Every line with "places" in it must be copied from the data.

BEGIN Records shown

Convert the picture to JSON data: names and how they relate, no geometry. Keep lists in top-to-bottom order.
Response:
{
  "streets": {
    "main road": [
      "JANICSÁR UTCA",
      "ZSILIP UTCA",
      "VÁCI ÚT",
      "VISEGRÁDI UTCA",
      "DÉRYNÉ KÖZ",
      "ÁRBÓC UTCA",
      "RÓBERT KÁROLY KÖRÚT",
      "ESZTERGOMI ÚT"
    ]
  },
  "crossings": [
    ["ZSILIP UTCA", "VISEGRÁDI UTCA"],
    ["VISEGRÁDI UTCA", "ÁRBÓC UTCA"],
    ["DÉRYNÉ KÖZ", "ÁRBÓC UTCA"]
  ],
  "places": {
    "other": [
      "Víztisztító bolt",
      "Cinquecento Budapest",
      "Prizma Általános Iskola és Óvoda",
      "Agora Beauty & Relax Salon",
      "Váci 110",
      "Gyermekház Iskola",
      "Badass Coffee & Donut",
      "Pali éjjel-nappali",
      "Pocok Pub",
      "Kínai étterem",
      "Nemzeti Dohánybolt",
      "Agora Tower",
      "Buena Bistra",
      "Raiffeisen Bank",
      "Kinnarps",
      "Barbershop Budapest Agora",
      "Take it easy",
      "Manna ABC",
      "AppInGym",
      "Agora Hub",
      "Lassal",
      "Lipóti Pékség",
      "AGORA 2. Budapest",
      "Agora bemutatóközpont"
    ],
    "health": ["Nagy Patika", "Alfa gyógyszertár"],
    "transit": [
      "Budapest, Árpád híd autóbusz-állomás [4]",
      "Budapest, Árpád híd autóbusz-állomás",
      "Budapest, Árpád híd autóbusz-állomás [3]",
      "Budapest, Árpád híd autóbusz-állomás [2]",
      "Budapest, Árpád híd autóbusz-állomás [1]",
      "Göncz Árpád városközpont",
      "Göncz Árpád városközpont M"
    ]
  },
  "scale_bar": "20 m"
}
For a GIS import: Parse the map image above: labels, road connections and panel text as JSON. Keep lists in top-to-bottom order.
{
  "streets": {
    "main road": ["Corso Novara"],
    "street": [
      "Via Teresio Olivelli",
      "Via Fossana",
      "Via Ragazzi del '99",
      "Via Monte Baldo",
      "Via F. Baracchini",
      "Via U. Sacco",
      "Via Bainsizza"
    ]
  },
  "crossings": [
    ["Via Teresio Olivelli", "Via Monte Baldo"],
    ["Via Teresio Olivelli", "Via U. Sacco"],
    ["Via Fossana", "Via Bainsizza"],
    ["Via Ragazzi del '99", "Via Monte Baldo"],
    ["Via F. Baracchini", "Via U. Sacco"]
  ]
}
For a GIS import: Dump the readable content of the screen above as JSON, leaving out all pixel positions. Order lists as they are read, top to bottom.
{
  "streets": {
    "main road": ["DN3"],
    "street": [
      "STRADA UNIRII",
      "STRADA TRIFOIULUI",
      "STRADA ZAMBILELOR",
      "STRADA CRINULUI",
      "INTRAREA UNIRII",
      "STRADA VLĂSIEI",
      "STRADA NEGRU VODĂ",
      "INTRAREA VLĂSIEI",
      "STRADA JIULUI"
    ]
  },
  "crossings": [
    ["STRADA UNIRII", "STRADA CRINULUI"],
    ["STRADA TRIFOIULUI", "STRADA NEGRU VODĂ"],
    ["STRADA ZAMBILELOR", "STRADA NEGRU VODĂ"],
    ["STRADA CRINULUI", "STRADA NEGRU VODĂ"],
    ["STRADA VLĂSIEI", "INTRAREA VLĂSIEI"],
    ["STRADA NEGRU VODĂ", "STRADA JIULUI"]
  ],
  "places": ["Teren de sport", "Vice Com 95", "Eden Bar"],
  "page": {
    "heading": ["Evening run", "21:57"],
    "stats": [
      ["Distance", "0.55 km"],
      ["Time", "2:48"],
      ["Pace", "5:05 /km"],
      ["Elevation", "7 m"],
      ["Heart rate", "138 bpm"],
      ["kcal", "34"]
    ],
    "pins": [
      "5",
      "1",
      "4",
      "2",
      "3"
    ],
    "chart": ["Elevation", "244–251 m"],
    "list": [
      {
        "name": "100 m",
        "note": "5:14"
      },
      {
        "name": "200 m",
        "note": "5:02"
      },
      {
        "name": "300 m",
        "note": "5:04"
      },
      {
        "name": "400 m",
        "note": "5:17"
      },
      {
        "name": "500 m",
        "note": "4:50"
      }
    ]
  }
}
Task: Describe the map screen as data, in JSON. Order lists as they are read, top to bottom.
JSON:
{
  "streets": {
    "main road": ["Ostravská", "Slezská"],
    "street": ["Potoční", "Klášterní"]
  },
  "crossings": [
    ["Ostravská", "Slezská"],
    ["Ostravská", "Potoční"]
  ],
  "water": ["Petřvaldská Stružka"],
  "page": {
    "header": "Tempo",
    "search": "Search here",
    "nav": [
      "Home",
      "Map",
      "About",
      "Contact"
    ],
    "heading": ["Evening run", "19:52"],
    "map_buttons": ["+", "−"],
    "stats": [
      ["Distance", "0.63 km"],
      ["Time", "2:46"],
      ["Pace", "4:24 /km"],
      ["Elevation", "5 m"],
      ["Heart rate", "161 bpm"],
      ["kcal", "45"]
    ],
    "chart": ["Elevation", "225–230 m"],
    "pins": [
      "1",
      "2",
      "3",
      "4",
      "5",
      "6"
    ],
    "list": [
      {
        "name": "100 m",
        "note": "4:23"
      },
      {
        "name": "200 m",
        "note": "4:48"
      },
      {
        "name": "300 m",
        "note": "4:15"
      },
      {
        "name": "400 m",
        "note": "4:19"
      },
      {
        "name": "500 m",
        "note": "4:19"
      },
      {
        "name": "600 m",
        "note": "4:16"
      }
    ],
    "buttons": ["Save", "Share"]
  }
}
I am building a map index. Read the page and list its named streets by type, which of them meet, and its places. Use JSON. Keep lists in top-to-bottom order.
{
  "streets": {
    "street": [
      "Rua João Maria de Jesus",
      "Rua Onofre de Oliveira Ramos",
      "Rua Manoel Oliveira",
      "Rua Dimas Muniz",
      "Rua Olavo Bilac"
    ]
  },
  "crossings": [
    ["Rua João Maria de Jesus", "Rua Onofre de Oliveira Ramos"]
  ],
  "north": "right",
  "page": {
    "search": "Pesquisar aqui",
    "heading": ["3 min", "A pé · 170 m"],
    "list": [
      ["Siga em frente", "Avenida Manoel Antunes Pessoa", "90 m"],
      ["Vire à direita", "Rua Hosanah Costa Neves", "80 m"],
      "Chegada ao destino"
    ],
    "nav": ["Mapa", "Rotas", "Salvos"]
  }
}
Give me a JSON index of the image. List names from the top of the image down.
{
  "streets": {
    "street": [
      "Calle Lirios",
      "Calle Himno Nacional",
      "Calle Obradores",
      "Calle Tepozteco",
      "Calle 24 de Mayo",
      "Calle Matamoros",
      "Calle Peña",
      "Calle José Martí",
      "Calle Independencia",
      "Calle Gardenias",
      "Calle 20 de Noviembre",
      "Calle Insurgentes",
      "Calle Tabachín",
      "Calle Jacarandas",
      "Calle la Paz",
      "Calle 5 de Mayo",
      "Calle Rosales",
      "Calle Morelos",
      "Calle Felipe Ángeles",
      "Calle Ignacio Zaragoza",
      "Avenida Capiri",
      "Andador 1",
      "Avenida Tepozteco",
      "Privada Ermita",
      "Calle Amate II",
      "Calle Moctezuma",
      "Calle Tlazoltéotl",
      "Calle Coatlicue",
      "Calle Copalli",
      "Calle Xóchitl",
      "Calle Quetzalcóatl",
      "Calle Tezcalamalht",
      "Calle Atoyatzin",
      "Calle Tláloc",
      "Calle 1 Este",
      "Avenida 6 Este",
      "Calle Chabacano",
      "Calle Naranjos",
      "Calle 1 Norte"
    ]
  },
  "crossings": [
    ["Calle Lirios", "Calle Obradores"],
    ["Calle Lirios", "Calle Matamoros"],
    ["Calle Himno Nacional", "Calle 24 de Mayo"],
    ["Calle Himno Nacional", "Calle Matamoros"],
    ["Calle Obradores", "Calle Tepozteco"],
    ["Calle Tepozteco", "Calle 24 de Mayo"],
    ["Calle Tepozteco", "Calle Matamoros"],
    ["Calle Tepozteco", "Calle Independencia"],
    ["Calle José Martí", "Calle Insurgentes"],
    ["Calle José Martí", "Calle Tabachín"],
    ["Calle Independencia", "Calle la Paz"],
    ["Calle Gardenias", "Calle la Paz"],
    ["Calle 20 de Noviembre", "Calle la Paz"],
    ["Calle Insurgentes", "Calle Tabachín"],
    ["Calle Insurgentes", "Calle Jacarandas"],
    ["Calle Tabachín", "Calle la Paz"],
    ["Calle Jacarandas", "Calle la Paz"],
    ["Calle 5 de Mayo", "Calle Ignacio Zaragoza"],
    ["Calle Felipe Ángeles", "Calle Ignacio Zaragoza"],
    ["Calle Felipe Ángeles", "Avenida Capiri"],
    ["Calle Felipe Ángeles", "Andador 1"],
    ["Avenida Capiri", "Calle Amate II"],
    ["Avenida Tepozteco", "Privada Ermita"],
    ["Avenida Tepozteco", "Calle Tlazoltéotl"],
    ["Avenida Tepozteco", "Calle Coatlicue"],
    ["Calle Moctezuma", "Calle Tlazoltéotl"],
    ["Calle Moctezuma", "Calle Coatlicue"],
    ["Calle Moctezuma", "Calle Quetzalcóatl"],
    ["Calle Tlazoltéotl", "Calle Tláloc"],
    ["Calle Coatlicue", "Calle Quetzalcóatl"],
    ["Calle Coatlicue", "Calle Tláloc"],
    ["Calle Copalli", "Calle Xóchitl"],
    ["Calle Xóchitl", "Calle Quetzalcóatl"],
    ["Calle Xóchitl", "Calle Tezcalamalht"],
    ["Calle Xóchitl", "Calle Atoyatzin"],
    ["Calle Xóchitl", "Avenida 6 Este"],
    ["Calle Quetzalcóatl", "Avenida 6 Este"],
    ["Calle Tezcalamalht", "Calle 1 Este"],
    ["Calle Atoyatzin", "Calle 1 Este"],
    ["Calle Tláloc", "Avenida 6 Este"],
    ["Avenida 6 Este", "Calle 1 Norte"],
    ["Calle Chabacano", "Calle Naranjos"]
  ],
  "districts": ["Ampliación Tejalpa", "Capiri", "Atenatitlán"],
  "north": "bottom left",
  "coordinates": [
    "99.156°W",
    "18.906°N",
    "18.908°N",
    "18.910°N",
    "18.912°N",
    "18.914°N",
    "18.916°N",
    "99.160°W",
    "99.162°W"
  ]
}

END Records shown

● Exercise solution:
  "places": {
  "places": ["Teren de sport", "Vice Com 95", "Eden Bar"],
I am building a map index. Read the page and list its named streets by type, which of them meet, and its places. Use JSON. Keep lists in top-to-bottom order.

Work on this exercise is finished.